Agora é importante reabrir os canais de informação com os chefões que ordenaram o terror. É necessário eles assistirem com urgência as imagens da tomada da Vila Cruzeiro. Precisam comprovar que a Segurança agora é outra, que eles não têm o poder de enfrentamento que imaginavam e que suas ações acabaram tendo o efeito contrário ao que pretendiam. Se tiverem um mínimo de bom senso (isso existe naquelas bandas?), ordenarão o fim do terrorismo. Caso contrário, verão seus “soldados” tombarem aos magotes.

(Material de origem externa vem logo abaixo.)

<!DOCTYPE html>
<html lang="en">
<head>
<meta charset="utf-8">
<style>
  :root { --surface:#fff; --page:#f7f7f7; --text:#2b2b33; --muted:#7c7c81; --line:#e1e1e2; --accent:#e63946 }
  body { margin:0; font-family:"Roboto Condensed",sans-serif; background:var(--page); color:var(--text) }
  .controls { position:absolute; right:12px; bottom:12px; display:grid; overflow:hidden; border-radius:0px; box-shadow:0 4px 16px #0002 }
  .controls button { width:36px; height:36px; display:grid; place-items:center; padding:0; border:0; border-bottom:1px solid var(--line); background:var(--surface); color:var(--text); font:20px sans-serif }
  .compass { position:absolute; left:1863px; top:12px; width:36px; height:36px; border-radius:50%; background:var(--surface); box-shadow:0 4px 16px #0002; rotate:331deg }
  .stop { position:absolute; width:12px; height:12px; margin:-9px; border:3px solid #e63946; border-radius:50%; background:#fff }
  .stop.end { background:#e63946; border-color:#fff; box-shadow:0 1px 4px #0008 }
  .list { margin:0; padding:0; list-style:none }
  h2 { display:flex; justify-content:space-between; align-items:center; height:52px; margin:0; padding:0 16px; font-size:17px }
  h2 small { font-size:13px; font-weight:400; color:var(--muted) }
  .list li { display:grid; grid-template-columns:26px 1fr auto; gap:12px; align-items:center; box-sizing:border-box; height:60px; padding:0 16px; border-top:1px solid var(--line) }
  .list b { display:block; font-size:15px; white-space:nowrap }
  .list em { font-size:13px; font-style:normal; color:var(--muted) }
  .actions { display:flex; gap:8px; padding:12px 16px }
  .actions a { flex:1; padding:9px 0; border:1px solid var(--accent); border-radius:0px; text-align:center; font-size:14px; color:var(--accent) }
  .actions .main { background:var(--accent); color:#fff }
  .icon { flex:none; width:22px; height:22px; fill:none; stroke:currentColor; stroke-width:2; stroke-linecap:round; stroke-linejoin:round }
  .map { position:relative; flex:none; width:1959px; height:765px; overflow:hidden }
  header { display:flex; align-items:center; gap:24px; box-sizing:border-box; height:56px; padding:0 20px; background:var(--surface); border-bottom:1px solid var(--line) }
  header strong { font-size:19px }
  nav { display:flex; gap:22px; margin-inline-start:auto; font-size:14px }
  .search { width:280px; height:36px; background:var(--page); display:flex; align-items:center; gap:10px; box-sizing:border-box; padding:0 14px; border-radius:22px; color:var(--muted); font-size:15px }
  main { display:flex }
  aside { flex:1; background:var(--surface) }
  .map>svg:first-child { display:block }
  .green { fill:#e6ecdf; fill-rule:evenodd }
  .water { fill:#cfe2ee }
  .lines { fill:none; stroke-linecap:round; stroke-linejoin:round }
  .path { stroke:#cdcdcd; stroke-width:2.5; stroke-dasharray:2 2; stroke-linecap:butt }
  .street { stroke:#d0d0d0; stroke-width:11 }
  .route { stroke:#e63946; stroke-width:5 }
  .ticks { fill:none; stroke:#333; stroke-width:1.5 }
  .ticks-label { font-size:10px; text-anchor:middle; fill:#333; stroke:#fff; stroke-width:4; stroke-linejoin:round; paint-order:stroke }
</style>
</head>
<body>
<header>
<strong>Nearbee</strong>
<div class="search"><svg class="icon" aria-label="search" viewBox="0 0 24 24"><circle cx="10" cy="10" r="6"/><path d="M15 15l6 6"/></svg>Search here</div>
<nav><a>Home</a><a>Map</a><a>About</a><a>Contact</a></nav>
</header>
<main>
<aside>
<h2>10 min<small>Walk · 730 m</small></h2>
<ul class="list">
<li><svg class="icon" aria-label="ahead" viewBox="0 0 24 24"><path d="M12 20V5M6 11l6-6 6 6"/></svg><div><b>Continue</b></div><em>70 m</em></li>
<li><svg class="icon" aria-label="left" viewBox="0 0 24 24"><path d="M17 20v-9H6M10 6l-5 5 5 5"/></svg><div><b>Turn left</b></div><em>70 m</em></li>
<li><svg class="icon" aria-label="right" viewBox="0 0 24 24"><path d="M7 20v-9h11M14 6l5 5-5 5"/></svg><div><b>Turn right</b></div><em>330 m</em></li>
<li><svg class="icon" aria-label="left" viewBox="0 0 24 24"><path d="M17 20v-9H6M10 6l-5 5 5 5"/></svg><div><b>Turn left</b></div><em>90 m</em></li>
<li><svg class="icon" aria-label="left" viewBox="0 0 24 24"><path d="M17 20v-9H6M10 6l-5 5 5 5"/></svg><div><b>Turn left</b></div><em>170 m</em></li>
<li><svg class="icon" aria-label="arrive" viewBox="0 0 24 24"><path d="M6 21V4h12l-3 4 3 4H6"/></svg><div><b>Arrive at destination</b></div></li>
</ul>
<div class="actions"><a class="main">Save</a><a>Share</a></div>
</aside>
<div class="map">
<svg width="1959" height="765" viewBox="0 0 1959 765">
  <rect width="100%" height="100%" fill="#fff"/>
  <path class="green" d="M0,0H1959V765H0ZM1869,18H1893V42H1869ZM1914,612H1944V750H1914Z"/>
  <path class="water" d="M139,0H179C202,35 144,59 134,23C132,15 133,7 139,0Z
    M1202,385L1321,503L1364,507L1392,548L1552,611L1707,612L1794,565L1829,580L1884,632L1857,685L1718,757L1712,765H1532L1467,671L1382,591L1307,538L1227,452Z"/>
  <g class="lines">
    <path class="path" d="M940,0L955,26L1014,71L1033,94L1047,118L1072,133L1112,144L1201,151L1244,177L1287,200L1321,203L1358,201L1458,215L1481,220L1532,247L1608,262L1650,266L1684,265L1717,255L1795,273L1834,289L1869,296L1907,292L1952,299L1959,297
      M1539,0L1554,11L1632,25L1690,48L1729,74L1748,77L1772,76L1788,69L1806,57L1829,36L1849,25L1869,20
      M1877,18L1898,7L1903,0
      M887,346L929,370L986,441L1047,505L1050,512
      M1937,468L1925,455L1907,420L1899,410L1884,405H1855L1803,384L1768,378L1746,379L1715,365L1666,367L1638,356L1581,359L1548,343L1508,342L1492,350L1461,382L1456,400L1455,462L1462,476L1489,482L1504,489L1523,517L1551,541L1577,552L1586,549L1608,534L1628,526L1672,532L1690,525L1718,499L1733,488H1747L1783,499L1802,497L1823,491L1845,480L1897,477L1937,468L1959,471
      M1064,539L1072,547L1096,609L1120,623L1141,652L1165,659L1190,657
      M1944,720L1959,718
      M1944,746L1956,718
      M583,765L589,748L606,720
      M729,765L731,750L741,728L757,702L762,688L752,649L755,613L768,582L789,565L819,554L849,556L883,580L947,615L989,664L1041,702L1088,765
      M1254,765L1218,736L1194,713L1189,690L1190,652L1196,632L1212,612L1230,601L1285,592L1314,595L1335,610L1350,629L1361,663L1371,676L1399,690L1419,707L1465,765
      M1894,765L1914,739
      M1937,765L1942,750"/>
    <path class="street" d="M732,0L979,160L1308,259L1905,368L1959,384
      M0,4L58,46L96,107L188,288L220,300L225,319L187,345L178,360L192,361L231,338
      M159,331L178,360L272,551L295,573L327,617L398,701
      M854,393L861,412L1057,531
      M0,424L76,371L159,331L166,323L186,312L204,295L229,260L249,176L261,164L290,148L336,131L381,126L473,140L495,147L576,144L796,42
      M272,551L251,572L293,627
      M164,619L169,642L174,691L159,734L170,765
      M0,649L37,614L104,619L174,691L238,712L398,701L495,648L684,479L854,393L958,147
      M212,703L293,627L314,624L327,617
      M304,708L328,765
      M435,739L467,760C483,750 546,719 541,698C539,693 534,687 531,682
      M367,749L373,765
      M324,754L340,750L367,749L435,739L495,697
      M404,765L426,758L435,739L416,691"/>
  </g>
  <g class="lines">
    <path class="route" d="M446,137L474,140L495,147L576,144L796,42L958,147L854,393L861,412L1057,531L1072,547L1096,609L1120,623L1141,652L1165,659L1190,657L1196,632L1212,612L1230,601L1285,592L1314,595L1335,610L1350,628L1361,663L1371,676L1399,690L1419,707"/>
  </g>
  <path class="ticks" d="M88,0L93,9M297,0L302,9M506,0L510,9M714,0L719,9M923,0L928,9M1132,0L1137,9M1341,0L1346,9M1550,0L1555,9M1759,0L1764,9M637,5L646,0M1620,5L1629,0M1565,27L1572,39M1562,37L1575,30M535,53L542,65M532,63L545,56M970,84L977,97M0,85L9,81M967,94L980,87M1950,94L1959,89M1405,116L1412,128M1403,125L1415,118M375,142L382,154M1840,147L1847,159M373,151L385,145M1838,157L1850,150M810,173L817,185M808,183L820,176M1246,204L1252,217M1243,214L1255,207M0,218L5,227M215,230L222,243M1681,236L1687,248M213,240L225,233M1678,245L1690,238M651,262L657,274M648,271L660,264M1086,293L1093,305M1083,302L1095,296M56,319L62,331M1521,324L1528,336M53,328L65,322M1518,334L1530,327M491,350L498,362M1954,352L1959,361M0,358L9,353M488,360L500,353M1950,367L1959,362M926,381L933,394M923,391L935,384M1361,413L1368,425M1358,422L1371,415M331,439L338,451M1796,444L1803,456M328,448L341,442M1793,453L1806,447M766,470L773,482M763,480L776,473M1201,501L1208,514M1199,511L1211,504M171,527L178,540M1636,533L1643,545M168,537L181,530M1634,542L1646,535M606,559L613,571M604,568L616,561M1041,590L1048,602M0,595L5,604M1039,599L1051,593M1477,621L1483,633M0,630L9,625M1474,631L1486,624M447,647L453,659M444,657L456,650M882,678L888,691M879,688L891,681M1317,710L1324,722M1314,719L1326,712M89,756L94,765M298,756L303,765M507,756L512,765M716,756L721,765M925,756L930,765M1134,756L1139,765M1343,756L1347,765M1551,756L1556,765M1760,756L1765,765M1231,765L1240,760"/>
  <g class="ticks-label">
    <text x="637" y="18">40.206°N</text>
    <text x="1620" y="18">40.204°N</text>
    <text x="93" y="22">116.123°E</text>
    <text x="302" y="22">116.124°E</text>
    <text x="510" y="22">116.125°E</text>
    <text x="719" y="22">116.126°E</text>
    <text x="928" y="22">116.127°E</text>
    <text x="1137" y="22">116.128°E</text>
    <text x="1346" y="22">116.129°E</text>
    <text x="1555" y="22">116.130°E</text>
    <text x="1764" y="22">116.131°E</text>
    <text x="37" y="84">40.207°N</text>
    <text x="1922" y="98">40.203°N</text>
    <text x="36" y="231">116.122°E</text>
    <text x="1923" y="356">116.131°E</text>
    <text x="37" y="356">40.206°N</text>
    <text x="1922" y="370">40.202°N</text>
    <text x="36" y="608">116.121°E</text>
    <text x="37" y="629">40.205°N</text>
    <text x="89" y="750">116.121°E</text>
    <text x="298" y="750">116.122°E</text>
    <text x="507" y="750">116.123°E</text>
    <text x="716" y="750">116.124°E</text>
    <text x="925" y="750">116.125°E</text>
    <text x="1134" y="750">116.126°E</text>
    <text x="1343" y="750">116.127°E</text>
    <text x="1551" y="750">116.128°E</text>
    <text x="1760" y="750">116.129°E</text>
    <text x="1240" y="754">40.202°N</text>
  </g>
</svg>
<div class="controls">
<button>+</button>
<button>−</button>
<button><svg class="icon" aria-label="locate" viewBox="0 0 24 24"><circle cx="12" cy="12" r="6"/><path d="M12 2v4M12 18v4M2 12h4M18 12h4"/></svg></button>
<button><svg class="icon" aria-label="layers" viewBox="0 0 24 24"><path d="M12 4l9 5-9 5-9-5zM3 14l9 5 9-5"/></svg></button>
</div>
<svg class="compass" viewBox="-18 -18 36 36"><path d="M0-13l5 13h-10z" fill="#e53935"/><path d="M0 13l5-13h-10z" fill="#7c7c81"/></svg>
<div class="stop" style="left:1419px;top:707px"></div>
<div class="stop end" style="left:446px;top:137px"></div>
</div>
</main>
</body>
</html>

As cenas de ontem demonstraram o que disse aqui no Blog há dois dias: “Não há como o tráfico ter ganho nessas ações”.
A população aguarda com ansiedade o capítulo final dessa série de terror.

O campo de batalha...

(gráfico do Globo - clique para ampliar)
... e o M113, um dos heróis da batalha


quarta-feira, 24 de novembro de 2010

Provocação 1: o Rio tem tudo para sair dessa fortalecido


A série de ataques narcoterroristas no Rio de Janeiro é horrível. Mas é a melhor demonstração de que a política de segurança do Governo está dando certo. E o cálculo é simples: essas ações estão dando mais despesa do que lucro aos traficantes. São operações desgastantes que prejudicam ainda mais o comércio de drogas. Traduzem muito mais desespero pela perda de pontos de venda e, consequentemente, queda na receita e deserção de “soldados”. Não há como o tráfico ter ganho nessas ações – a não ser o aspecto motivacional, dando estímulo a seu "exército" (que anda meio acuado, graças ao sucesso das UPPs) e até conquistando um ou outro novo “soldado”. Mas isso dura pouco. Principalmente porque a reação do Governo tende a ser proporcionalmente bem maior. Narcoterroristas começarão a ser presos, o cerco federal será mais amplo e mais eficaz, o espaço de manobra dos traficantes ficará mais reduzido e inviável. Com o isolamento ainda maior dos líderes que estão presos, caberá aos líderes locais buscar outras regiões para se acomodarem. Apesar do tumulto e do pânico iniciais, surgirá um Rio melhor.